Let's not even discuss that the note I received from the family of one of the real-life North Country participants who says that the same behavior cited in the late 1970s into the early 90s - wow, ancient history! - is still going on at the very same Eveleth Mines. Is that relevant enough? Moreover, that suit - the first class action suit for sexual harrassment in history - would still probably be in court today had all the participants not settled in 1999.

I guess in the end, my point is that there are all kinds of ways to make a point. Movies, Hollywood-made or not, are an art form and literalism is rarely the best tool in an artist's box.

Is Jarhead really about Iraq, or will it be about the horror and the thrills of war - any war - as most great war movies are?
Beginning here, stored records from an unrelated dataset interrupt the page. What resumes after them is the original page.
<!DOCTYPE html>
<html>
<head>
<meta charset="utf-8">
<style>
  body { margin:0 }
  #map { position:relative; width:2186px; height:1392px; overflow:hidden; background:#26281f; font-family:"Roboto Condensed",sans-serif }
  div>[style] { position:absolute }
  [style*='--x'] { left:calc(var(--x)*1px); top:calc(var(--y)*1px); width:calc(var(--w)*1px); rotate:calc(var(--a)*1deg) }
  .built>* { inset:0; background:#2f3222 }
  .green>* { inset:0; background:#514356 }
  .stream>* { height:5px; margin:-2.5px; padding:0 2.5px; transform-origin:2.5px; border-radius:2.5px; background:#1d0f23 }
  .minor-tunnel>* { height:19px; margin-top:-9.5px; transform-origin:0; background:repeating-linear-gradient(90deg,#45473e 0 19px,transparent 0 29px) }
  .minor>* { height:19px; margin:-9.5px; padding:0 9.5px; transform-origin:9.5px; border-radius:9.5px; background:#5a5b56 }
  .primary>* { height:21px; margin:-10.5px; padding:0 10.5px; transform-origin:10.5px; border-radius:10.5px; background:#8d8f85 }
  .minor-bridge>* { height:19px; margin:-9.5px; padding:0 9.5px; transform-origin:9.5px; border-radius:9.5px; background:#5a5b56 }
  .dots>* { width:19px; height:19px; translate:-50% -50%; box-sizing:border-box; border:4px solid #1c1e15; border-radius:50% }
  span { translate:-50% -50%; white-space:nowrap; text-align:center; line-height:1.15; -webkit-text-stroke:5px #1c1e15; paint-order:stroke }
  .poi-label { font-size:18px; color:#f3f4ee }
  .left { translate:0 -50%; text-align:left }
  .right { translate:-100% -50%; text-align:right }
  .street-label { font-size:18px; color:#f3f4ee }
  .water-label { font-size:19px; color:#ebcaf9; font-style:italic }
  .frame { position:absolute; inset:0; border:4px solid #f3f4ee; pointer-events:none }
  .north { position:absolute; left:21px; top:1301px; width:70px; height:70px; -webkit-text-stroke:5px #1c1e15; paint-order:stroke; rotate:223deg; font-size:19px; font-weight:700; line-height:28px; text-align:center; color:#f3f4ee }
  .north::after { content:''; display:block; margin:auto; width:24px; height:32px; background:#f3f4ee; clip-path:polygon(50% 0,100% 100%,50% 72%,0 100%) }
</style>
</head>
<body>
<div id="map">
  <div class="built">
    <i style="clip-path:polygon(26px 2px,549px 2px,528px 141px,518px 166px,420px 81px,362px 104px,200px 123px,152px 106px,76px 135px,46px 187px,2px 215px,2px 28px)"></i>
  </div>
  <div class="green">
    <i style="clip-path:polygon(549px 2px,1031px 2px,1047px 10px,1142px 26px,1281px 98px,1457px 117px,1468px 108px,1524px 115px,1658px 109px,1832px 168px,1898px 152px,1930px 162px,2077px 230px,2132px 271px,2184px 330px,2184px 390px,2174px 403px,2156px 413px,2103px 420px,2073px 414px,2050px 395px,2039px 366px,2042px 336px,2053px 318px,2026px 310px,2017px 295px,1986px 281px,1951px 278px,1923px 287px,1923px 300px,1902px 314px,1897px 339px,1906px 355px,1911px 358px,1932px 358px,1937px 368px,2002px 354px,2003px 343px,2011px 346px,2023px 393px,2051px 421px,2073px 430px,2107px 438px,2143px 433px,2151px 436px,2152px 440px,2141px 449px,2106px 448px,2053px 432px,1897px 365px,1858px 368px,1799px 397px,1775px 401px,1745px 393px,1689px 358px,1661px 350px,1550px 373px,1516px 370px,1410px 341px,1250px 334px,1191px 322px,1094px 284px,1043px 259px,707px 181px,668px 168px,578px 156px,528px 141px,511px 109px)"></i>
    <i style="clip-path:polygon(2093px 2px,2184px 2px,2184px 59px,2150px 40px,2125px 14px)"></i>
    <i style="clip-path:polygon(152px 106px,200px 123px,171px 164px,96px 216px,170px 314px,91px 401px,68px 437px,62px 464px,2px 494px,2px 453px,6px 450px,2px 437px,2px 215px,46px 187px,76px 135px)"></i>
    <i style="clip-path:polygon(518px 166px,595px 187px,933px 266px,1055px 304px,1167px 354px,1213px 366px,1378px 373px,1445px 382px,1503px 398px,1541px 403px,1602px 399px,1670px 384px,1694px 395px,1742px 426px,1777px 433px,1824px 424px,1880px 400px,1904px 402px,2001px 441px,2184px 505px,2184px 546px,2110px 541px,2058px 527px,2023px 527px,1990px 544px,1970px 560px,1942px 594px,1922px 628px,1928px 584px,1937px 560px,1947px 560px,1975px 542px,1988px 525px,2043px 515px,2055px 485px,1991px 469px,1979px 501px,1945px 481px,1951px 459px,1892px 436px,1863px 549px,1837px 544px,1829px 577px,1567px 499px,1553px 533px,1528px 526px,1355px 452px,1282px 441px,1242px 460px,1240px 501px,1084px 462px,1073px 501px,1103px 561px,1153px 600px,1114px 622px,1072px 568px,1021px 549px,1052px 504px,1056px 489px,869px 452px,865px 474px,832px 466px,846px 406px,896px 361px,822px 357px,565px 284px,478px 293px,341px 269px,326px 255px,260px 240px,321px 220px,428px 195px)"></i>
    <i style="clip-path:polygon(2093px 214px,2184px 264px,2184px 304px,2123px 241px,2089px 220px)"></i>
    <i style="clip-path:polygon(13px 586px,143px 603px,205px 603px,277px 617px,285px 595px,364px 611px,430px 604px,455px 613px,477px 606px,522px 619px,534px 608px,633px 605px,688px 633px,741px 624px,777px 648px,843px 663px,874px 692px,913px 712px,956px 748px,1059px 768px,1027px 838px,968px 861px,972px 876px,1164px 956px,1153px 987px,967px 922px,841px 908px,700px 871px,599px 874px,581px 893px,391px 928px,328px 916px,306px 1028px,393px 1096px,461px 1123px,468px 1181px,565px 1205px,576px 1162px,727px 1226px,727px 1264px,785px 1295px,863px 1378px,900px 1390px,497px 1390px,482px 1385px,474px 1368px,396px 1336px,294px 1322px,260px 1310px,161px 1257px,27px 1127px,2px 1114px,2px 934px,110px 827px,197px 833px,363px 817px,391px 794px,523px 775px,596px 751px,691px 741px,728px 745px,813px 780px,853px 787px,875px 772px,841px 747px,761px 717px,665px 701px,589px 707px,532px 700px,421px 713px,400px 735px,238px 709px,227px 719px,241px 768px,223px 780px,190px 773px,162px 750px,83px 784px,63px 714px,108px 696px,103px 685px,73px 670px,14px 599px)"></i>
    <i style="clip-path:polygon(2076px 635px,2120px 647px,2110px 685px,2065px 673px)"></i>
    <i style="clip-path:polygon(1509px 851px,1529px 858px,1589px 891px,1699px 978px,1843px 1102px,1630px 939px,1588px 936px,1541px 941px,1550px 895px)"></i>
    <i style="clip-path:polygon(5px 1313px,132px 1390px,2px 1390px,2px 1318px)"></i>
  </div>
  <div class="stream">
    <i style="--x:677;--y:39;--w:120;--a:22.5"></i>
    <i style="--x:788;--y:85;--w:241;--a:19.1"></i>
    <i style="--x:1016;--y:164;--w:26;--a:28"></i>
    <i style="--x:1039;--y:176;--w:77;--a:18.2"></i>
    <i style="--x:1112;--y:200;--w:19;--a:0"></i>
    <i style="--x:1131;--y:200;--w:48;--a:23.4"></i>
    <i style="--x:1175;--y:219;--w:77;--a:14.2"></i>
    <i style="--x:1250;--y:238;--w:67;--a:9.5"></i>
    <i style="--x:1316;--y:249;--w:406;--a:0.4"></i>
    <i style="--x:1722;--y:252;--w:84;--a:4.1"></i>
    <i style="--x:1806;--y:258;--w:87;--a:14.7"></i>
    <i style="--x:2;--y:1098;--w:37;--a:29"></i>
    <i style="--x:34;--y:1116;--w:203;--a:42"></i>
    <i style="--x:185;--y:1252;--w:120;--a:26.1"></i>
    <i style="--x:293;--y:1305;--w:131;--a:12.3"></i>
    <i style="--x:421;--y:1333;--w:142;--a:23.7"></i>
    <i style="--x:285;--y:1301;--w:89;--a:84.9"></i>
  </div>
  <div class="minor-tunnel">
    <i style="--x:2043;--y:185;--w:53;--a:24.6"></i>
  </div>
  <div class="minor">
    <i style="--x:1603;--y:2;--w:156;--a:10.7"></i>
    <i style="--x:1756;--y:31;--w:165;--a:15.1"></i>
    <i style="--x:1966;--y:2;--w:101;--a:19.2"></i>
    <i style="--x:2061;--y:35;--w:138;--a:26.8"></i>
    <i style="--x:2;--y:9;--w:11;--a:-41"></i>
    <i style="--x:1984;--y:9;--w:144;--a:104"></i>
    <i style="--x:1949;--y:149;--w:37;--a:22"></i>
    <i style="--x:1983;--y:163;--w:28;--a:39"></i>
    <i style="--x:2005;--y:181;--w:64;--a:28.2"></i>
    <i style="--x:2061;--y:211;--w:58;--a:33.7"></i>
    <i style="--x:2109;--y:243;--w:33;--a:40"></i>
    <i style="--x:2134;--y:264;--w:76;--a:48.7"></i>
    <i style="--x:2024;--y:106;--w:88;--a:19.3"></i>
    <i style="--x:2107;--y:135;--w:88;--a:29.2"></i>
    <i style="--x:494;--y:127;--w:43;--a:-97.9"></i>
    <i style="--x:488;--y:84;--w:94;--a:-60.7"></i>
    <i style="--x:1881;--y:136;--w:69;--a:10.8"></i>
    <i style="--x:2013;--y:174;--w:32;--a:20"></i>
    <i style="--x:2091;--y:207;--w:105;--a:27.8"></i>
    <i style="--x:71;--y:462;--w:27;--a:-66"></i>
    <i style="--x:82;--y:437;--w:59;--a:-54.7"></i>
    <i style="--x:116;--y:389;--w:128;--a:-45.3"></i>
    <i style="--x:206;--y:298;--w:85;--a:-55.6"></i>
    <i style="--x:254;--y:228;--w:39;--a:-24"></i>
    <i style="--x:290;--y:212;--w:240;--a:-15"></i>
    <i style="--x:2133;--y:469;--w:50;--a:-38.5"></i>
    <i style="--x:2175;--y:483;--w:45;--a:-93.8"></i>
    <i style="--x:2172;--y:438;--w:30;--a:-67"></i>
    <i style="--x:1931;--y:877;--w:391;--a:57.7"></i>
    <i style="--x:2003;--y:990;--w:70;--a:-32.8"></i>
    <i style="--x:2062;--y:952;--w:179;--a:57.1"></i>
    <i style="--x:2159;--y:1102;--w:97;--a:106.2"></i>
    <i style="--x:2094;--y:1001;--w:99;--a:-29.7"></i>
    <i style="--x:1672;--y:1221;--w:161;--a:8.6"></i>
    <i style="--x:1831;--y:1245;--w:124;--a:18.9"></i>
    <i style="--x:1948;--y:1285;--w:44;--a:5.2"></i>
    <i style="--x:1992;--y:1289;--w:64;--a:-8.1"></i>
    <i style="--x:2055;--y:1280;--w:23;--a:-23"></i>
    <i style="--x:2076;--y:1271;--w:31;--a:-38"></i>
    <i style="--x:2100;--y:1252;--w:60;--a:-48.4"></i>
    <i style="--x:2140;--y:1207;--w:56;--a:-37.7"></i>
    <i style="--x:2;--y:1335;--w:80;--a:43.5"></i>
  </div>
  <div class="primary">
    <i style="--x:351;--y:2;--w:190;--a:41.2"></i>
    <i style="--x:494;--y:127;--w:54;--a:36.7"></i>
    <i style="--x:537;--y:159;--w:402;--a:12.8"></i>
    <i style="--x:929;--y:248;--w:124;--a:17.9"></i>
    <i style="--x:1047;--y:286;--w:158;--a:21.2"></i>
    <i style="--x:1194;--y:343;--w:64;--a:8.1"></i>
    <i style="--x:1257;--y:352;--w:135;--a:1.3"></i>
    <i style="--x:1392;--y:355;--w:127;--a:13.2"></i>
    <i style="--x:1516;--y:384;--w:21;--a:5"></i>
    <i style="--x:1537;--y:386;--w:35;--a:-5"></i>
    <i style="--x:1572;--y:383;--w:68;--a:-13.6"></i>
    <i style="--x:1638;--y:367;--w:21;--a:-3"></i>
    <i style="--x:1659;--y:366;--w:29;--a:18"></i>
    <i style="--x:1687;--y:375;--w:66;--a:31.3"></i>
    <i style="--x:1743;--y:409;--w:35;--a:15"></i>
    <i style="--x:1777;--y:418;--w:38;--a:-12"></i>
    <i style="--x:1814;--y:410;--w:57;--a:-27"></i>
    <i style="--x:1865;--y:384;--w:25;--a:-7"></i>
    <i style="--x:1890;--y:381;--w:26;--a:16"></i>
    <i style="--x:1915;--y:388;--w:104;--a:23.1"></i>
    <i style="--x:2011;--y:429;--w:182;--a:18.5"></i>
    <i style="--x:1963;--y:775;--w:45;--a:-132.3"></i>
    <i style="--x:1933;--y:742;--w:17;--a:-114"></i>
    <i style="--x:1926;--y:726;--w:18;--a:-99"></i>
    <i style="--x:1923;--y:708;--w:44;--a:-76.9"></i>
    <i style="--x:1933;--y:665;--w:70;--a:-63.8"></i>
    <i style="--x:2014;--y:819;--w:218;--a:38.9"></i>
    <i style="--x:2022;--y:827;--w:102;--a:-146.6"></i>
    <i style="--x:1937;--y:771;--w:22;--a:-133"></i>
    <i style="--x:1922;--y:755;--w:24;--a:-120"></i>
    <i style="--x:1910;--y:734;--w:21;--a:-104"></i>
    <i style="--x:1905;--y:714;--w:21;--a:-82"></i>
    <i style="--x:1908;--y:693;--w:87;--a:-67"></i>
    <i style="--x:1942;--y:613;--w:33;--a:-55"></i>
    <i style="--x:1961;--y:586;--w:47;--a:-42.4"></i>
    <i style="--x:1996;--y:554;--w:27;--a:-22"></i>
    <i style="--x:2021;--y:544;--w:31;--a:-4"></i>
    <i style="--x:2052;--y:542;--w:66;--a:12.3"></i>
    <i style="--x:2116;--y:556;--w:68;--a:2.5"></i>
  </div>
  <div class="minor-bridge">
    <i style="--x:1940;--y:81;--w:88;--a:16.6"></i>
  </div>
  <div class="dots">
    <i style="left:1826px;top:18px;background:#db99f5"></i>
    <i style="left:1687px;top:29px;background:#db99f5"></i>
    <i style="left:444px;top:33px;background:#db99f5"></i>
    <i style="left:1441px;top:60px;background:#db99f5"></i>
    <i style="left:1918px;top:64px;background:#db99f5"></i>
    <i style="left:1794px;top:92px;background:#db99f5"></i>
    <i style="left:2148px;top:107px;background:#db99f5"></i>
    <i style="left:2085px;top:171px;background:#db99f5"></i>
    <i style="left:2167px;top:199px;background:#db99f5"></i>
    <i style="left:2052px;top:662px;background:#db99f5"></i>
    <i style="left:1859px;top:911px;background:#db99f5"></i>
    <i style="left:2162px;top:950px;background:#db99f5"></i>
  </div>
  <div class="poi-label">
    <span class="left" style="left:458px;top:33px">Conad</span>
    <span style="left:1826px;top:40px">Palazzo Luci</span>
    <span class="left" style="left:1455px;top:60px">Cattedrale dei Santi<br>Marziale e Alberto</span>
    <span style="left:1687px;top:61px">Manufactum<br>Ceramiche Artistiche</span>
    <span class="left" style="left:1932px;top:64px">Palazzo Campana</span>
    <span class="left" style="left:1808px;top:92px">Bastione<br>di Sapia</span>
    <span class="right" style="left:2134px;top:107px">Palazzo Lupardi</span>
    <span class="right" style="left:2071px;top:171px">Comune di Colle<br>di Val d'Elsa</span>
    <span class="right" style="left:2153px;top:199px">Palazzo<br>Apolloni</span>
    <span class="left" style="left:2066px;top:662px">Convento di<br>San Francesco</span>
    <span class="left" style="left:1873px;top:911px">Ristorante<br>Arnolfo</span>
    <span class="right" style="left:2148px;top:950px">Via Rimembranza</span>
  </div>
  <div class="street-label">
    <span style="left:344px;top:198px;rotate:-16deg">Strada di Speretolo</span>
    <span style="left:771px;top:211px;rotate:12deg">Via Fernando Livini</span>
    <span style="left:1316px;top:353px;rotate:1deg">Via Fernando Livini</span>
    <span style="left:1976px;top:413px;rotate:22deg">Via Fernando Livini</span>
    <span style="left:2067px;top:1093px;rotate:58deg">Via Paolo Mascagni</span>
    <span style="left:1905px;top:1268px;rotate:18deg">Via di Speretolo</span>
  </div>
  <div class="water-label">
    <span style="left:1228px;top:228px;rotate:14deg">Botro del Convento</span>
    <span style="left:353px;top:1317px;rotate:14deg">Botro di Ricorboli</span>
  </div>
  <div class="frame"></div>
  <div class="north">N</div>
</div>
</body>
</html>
If Memoirs of a Geisha is just about a woman who has sex for money in a complex, culturally traditional way, will it be enough to connect with people who are reaching for something?

And is Cheaper By The Dozen 2 the most political film of the season, showing our lack of regard for natural resources and space on the planet as well as our imperialistic urges, breeding more and more Americans to invade the world?

I have no problem if Caryn James has problems with all of these films and thinks them unimportant. But this article, like many other conversations with critics, engages this compulsion to put everything in a nice, clean box that doesn't take into consideration that human beings with all kinds of aspirations are part of making these movies. There is nothing Hollywood-safe about any of these movies. None of them are an easy sell… except in New York City, where basic sexual harassment has been solved, violence is for Mother Goose, and journalists taking a stand is par for the course.

Ha Ha.


E-ME.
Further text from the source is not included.